Categoria afirma que reivindicações sobre os auxílios saúde e educação ainda não foram atendidas.
Por Redação, com Agenda do Poder – do Rio de Janeiro
Os técnicos-administrativos da Universidade do Estado do Rio de Janeiro (Uerj) decidiram manter a greve da categoria, apesar de os docentes terem aprovado o encerramento da paralisação iniciada em março. A decisão foi tomada durante assembleia realizada na segunda-feira.

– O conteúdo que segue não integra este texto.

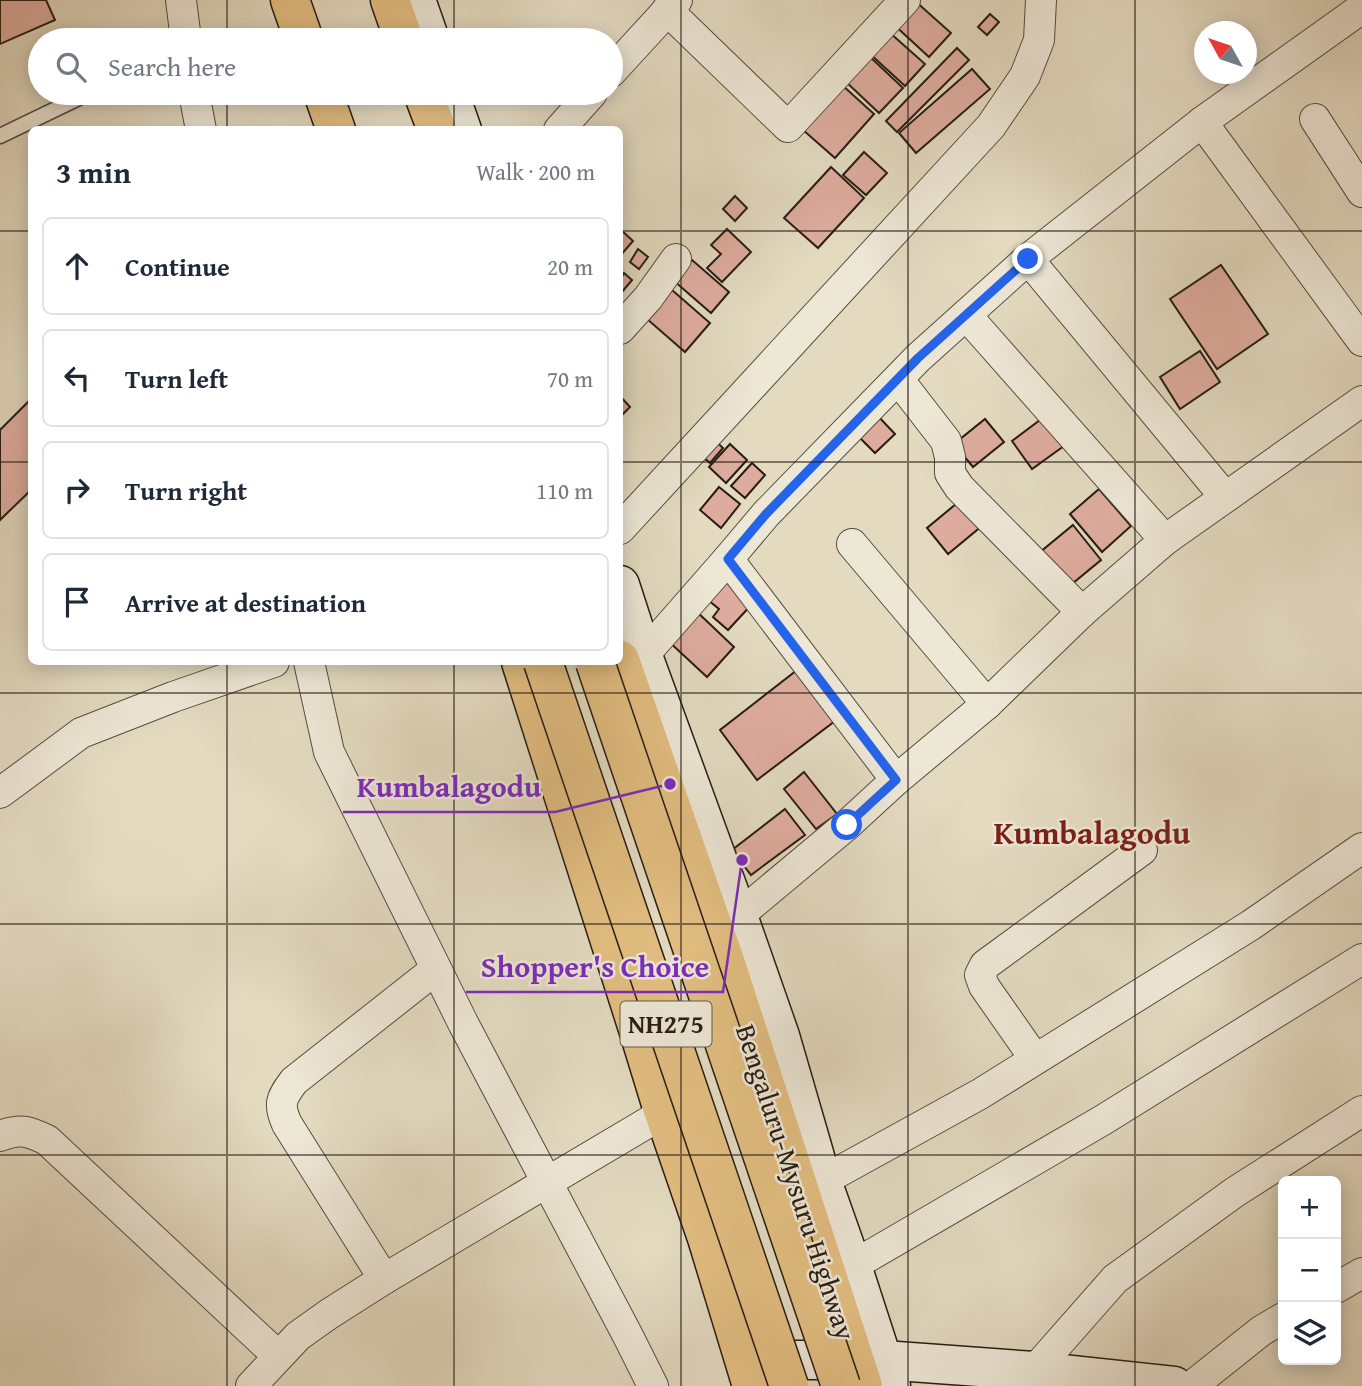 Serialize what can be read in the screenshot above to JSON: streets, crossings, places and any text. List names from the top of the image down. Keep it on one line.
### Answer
{"streets":{"highway":["NH275","Bengaluru-Mysuru Highway"]},"crossings":[["NH275","Bengaluru-Mysuru Highway"]],"districts":["Kumbalagodu"],"places":["Kumbalagodu","Shopper's Choice"],"north":"top left","page":{"search":"Search here","heading":["3 min","Walk · 200 m"],"list":[["Continue","20 m"],["Turn left","70 m"],["Turn right","110 m"],"Arrive at destination"],"map_buttons":["+","−"]}} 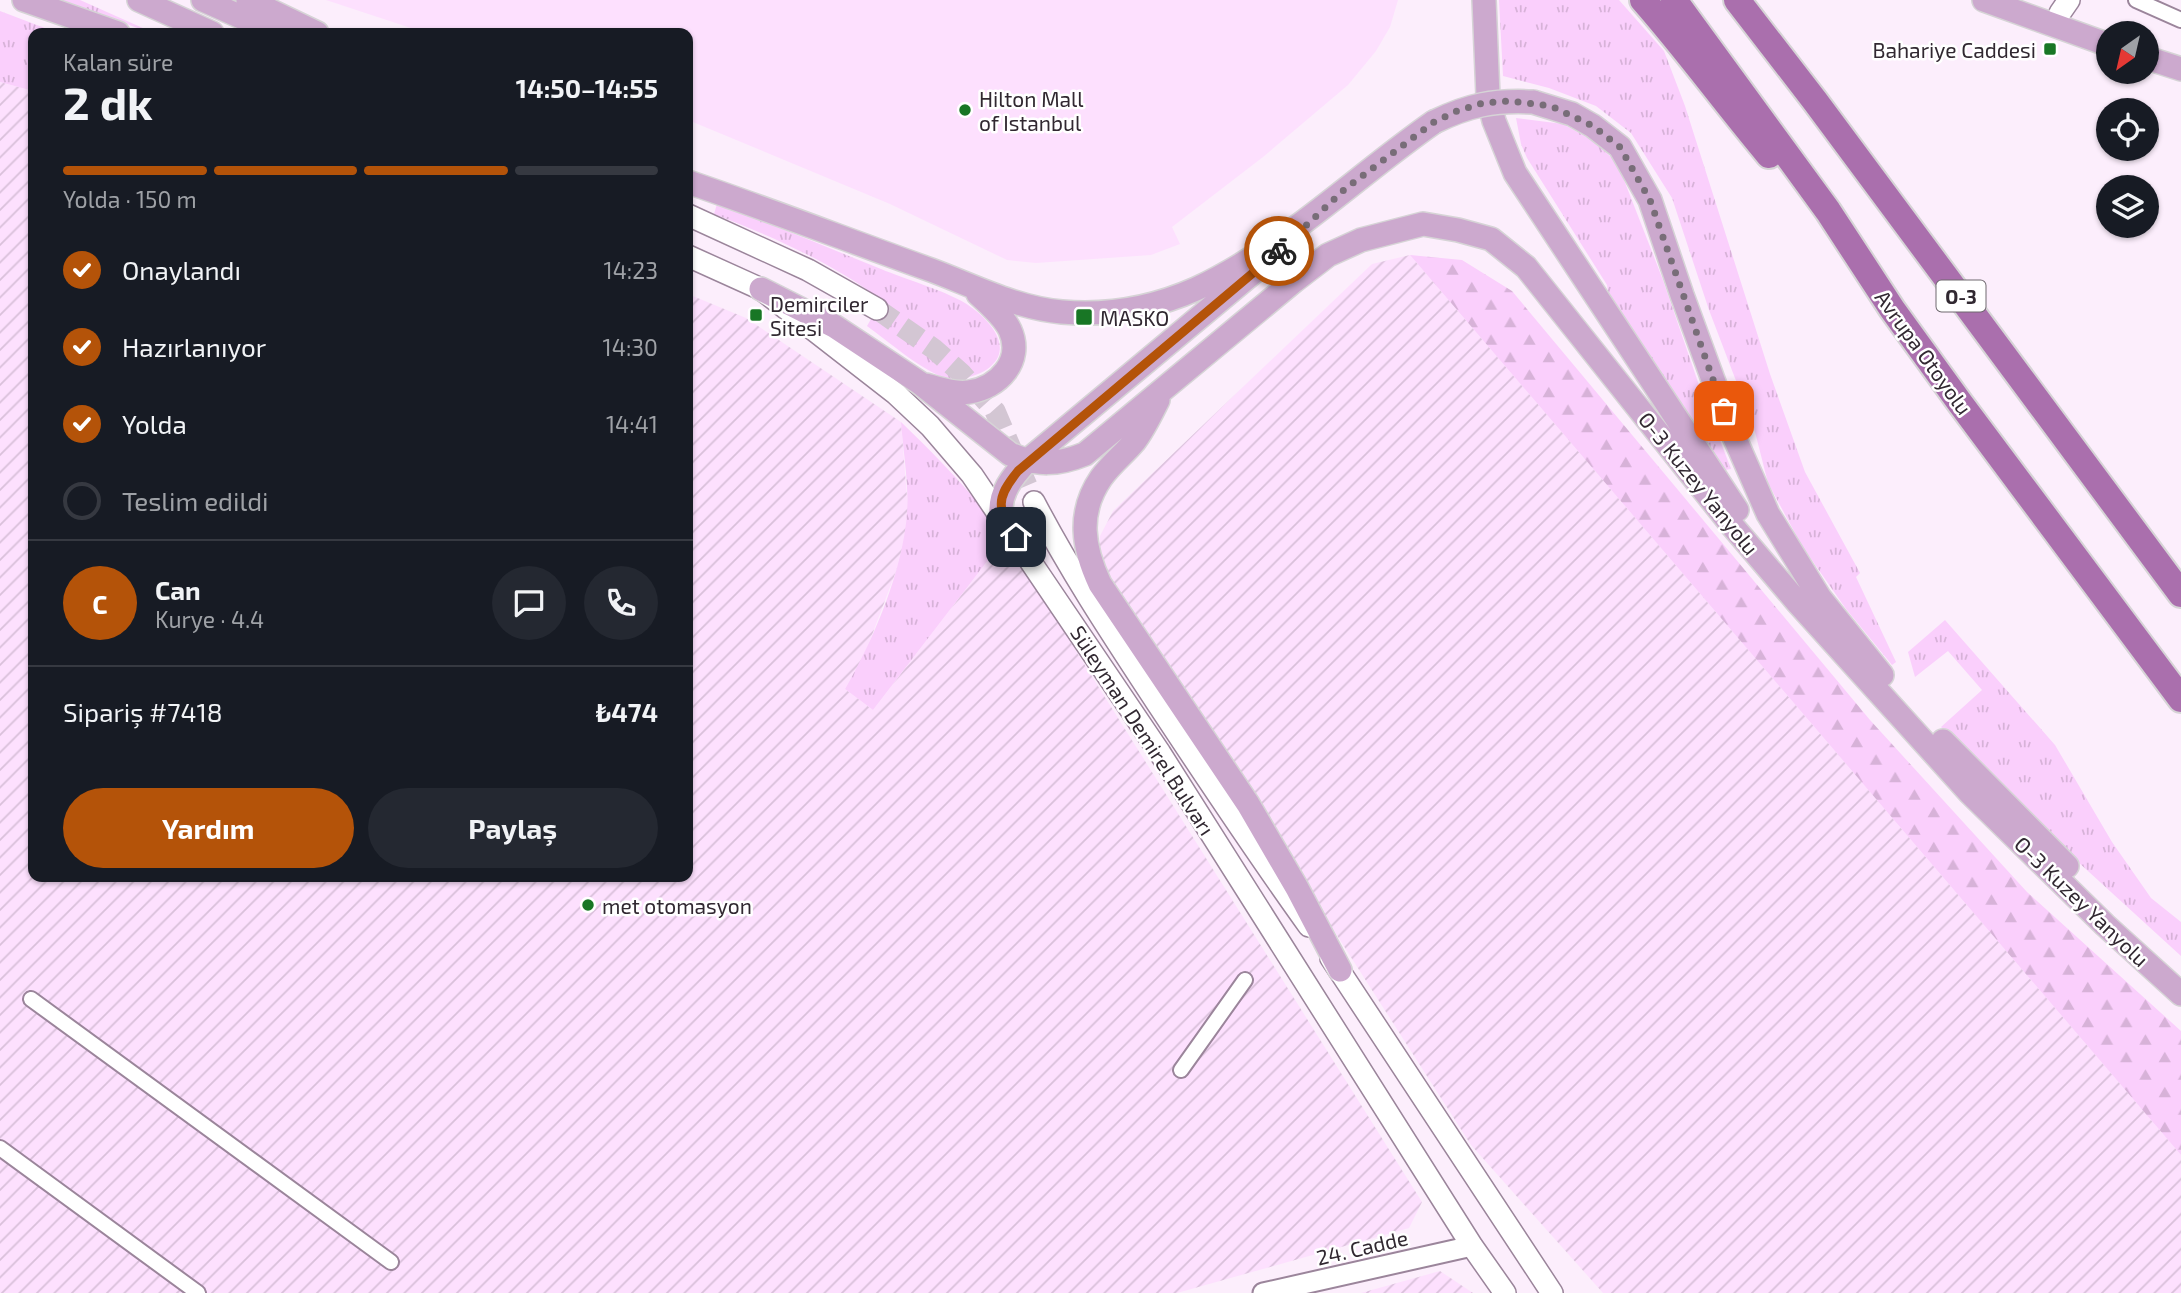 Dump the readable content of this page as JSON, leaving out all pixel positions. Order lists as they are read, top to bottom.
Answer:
{
  "streets": {
    "highway": ["O-3", "Avrupa Otoyolu"],
    "main road": ["O-3 Kuzey Yanyolu", "Süleyman Demirel Bulvarı"],
    "street": ["24. Cadde"]
  },
  "crossings": [
    ["Süleyman Demirel Bulvarı", "24. Cadde"]
  ],
  "places": {
    "transit": ["Bahariye Caddesi", "Demirciler Sitesi", "MASKO"],
    "other": ["Hilton Mall of Istanbul", "met otomasyon"]
  },
  "north": "bottom left",
  "page": {
    "heading": ["2 dk", "Kalan süre", "14:50–14:55"],
    "panel": [
      "Can",
      "Kurye · 4.4",
      "Sipariş #7418",
      "₺474"
    ],
    "bar": "Yolda · 150 m",
    "list": [
      ["Onaylandı", "14:23"],
      ["Hazırlanıyor", "14:30"],
      ["Yolda", "14:41"],
      "Teslim edildi"
    ],
    "round": "C",
    "buttons": ["Yardım", "Paylaş"]
  }
} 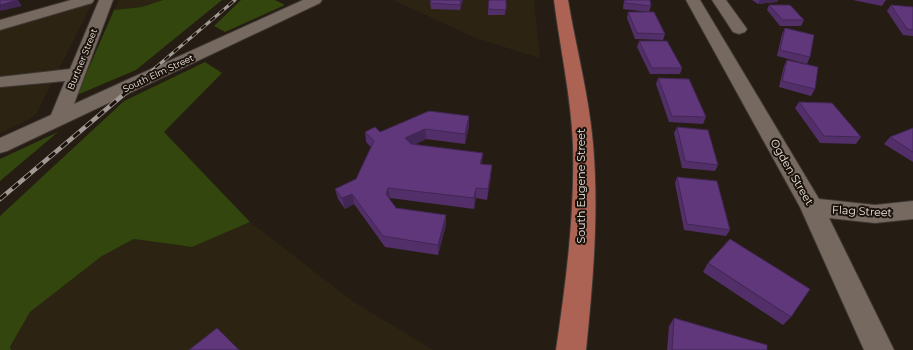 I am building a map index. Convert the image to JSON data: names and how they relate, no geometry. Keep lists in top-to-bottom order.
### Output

Na reunião, os servidores rebateram a declaração da reitora Gulnar Azevedo anunciada na última sessão do Conselho Universitário, realizada na última sexta-feira, de que a universidade retomaria o funcionamento normal a partir da próxima semana.
Segundo o Sindicato dos Trabalhadores das Universidades Públicas Estaduais do Rio de Janeiro (Sintuperj), a categoria entende que a Uerj ainda não voltou à normalidade porque as principais reivindicações dos técnicos seguem sem solução. Entre elas, está a retomada dos auxílios saúde e educação, suspensos desde fevereiro de 2024.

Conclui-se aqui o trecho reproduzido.